_DIRECTIONS FOR THIS TASK_
Repeat the data exactly, please.

_DATASET RECORDS_
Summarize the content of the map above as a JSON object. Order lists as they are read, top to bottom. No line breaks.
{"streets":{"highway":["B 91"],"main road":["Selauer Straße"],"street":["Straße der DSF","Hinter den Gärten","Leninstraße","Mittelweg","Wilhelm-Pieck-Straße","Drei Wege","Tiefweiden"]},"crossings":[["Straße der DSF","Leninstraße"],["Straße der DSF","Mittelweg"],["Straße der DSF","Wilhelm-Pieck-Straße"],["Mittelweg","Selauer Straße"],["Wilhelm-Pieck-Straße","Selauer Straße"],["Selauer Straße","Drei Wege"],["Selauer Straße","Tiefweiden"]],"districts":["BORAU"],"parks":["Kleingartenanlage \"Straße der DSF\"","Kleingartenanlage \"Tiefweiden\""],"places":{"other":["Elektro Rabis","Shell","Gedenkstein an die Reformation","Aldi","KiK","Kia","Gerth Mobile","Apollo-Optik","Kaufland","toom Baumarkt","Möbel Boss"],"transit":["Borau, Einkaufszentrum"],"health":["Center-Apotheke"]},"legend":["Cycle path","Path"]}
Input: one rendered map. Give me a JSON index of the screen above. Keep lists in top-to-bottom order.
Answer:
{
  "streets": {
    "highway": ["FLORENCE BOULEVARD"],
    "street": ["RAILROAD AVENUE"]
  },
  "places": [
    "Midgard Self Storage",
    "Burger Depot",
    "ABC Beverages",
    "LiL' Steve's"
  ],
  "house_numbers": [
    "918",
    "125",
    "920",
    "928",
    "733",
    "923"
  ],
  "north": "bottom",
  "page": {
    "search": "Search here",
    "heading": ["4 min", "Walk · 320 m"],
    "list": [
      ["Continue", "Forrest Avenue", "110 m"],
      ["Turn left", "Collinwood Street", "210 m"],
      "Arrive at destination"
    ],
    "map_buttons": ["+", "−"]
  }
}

_RESPONSE AREA_
Summarize the content of the map above as a JSON object. Order lists as they are read, top to bottom. No line breaks.
{"streets":{"highway":["B 91"],"main road":["Selauer Straße"],"street":["Straße der DSF","Hinter den Gärten","Leninstraße","Mittelweg","Wilhelm-Pieck-Straße","Drei Wege","Tiefweiden"]},"crossings":[["Straße der DSF","Leninstraße"],["Straße der DSF","Mittelweg"],["Straße der DSF","Wilhelm-Pieck-Straße"],["Mittelweg","Selauer Straße"],["Wilhelm-Pieck-Straße","Selauer Straße"],["Selauer Straße","Drei Wege"],["Selauer Straße","Tiefweiden"]],"districts":["BORAU"],"parks":["Kleingartenanlage \"Straße der DSF\"","Kleingartenanlage \"Tiefweiden\""],"places":{"other":["Elektro Rabis","Shell","Gedenkstein an die Reformation","Aldi","KiK","Kia","Gerth Mobile","Apollo-Optik","Kaufland","toom Baumarkt","Möbel Boss"],"transit":["Borau, Einkaufszentrum"],"health":["Center-Apotheke"]},"legend":["Cycle path","Path"]}
Input: one rendered map. Give me a JSON index of the screen above. Keep lists in top-to-bottom order.
Answer:
{
  "streets": {
    "highway": ["FLORENCE BOULEVARD"],
    "street": ["RAILROAD AVENUE"]
  },
  "places": [
    "Midgard Self Storage",
    "Burger Depot",
    "ABC Beverages",
    "LiL' Steve's"
  ],
  "house_numbers": [
    "918",
    "125",
    "920",
    "928",
    "733",
    "923"
  ],
  "north": "bottom",
  "page": {
    "search": "Search here",
    "heading": ["4 min", "Walk · 320 m"],
    "list": [
      ["Continue", "Forrest Avenue", "110 m"],
      ["Turn left", "Collinwood Street", "210 m"],
      "Arrive at destination"
    ],
    "map_buttons": ["+", "−"]
  }
}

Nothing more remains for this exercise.